Question

a stone is thrown vertically upward with velocity V from height H from the ground. find the ratio of average velocities of stone from height H to top and from top to ground.

Answer 1

Answer:

Explanation:

Answer 2

Given:

A stone is thrown vertically upwards with a velocity $v$ from a height $H$ above the ground.

To Find:

The ratio of the average velocities of the stone from height $H$ to the top and top to ground.

Solution:

We know that the stone moving under the influence of gravity will have a uniformly accelerated motion with an acceleration, $g$ downwards.

In a uniformly accelerated motion, the average velocity between two points is the arithmetic mean of the velocities at those points.

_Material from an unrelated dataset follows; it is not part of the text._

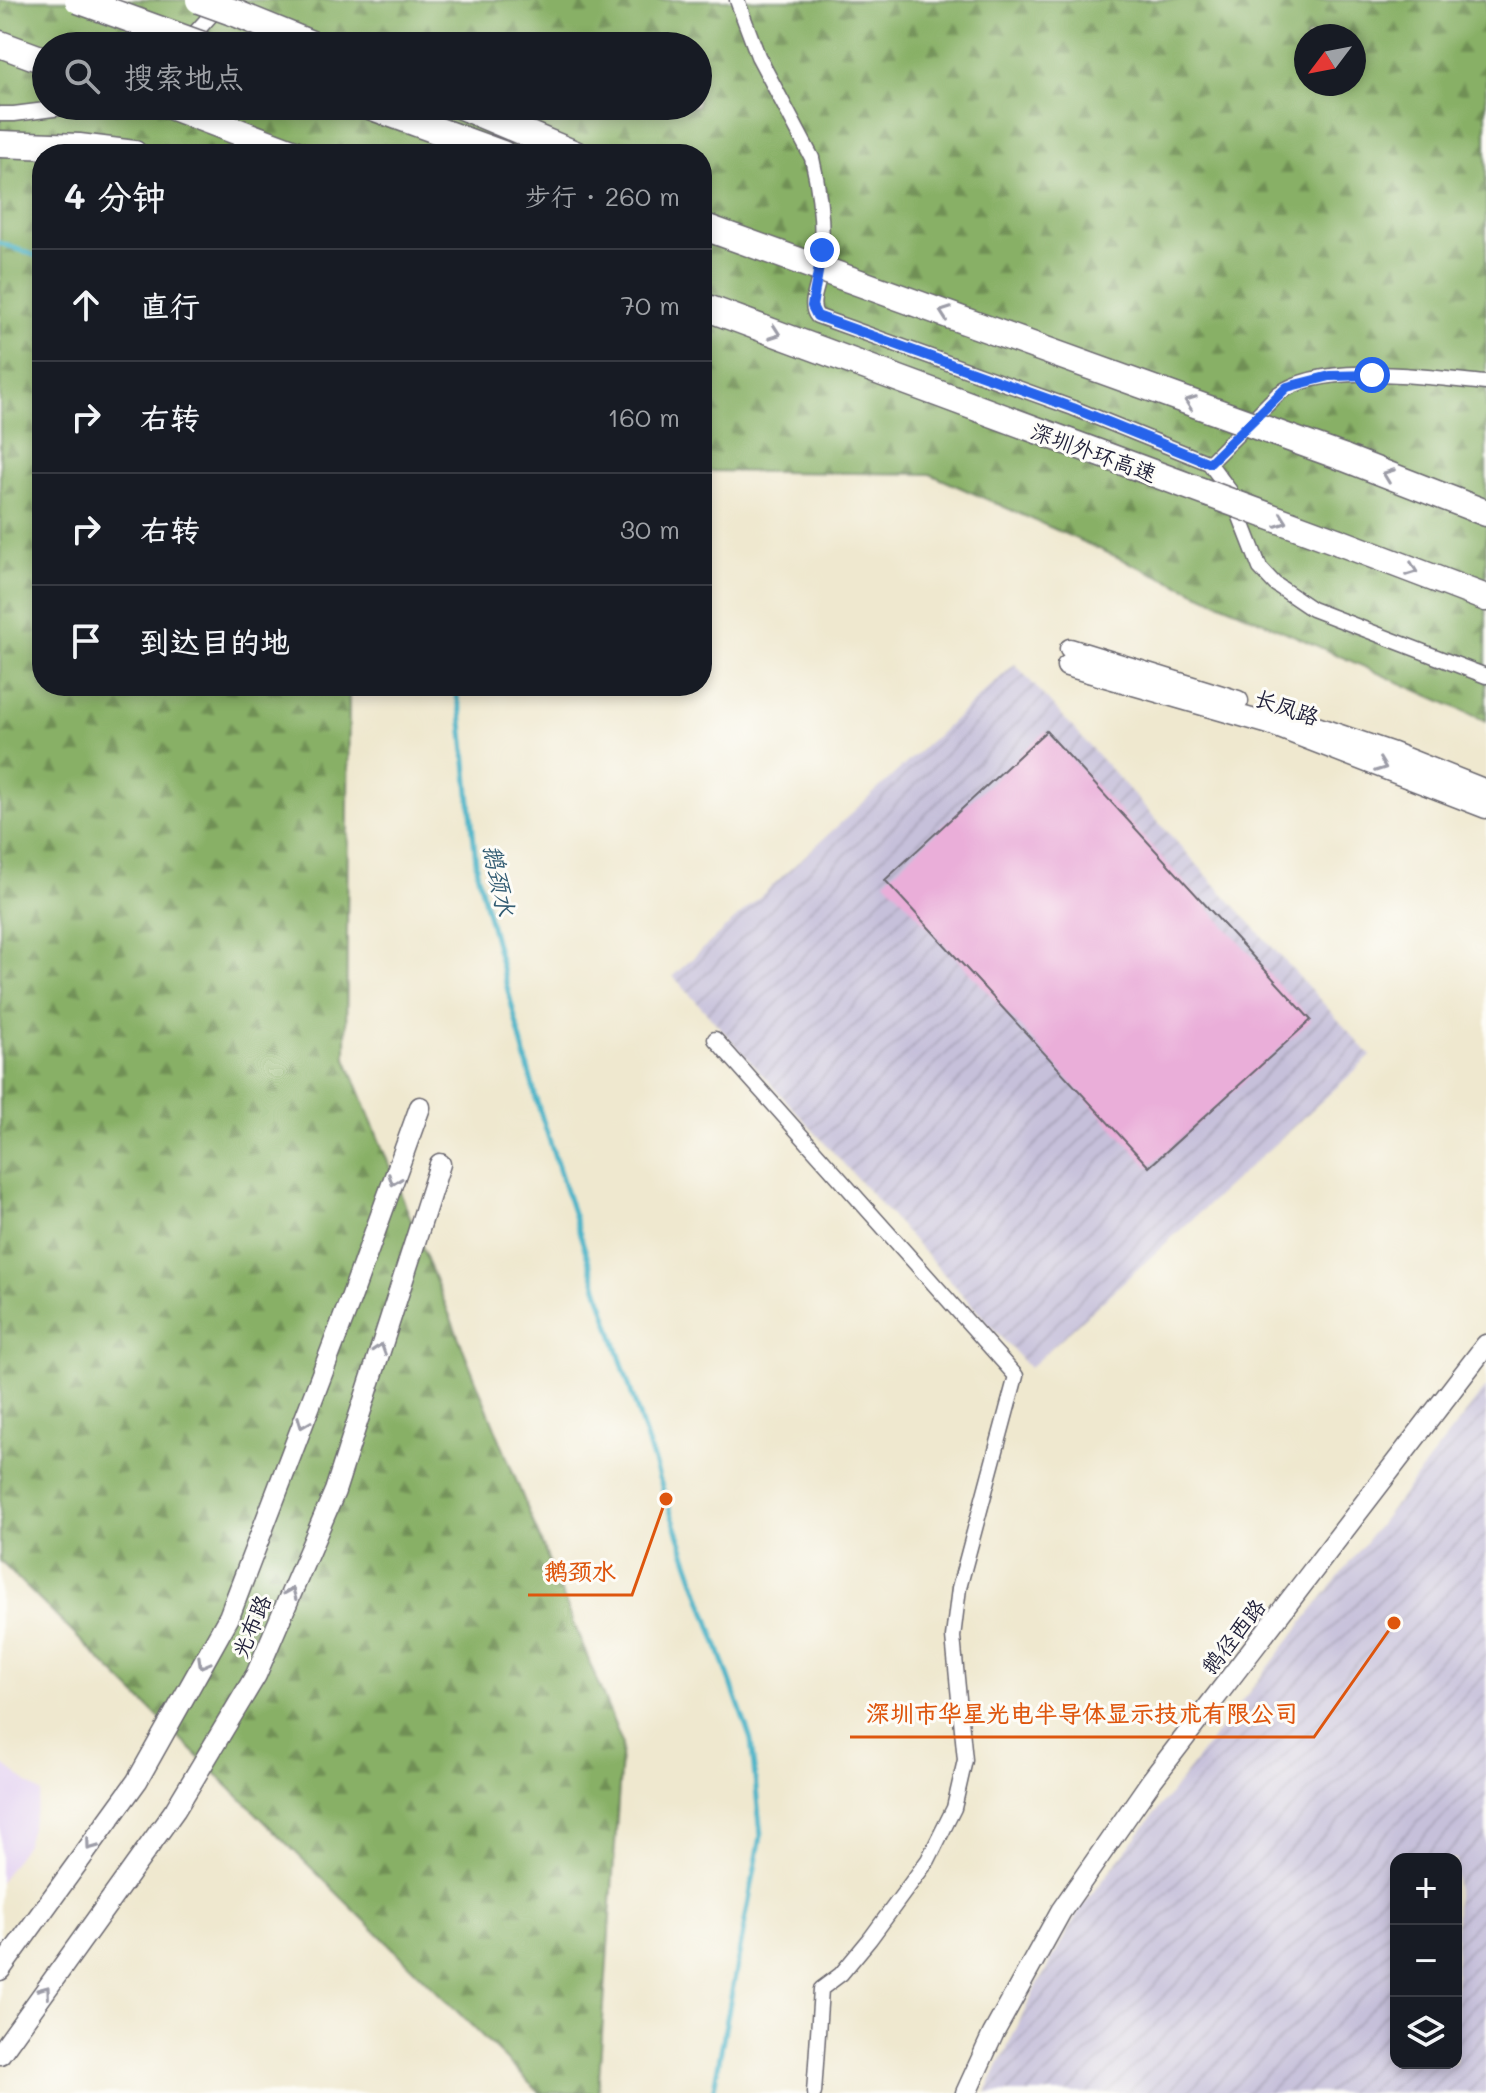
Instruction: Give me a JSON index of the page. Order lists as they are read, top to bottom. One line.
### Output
{"streets":{"highway":["深圳外环高速"],"street":["长凤路","光布路","鹅径西路"]},"water":["鹅颈水"],"places":["鹅颈水","深圳市华星光电半导体显示技术有限公司"],"north":"bottom left","page":{"search":"搜索地点","heading":["4 分钟","步行 · 260 m"],"list":[["直行","70 m"],["右转","160 m"],["右转","30 m"],"到达目的地"],"map_buttons":["+","−"]}}
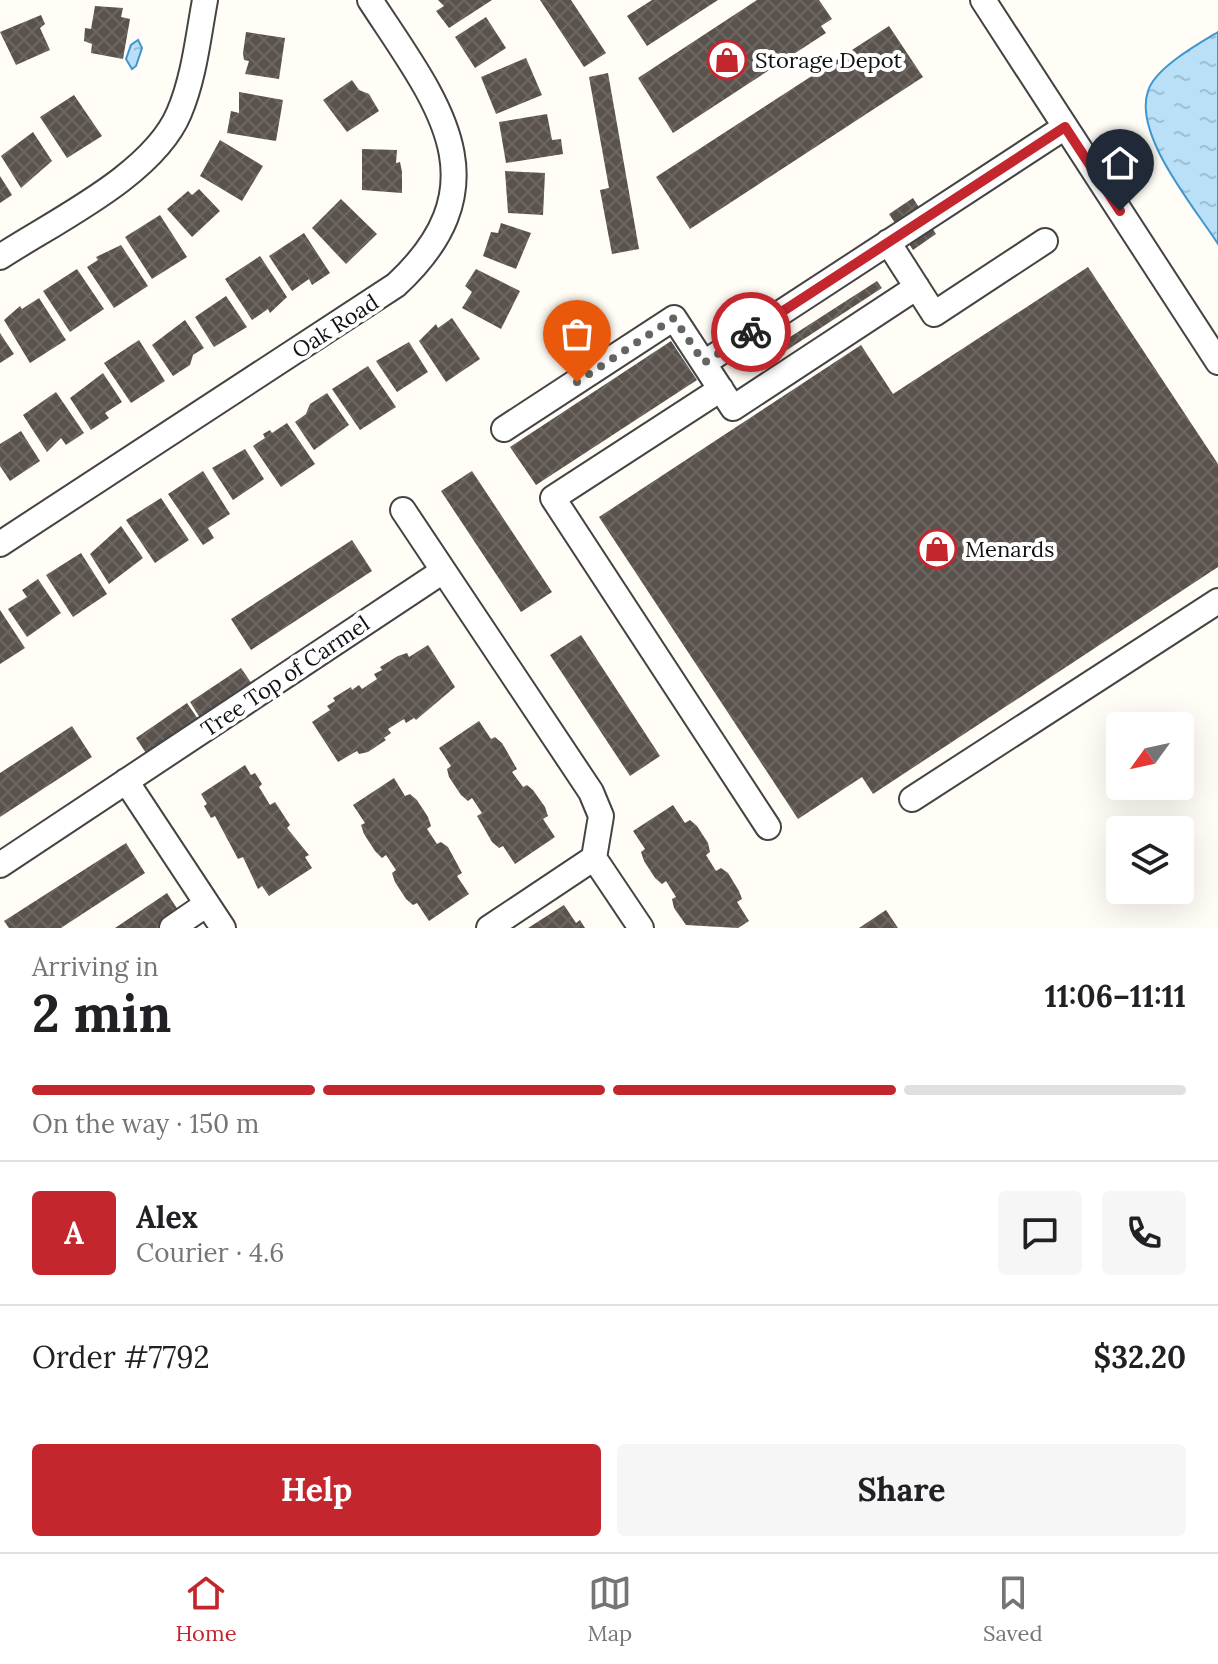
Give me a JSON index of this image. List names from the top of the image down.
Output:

                      $v_{av}=\frac{v_1+v_2}{2}$

When it is moving upwards, the velocity of the stone at the top will be zero.

So, average velocity in the upward motion,

                        $v_{av}=\frac{v}{2}$

When the stone reaches the bottom, its velocity will be

                 $v'=\sqrt{v^2-2gH}$

Average velocity in the downward motion,

              $v'_{av}=\frac{v'}{2}=\frac{1}{2} \sqrt{v^2-2gH}$

Required ratio $=\frac{v_{av}}{v'_{av}}$

                        $=\frac{v}{\sqrt{v^2-2gH}}$

Hence, the ratio of the average velocities of the stone from height $H$ to the top and top to ground $=\frac{v}{\sqrt{v^2-2gH}}$.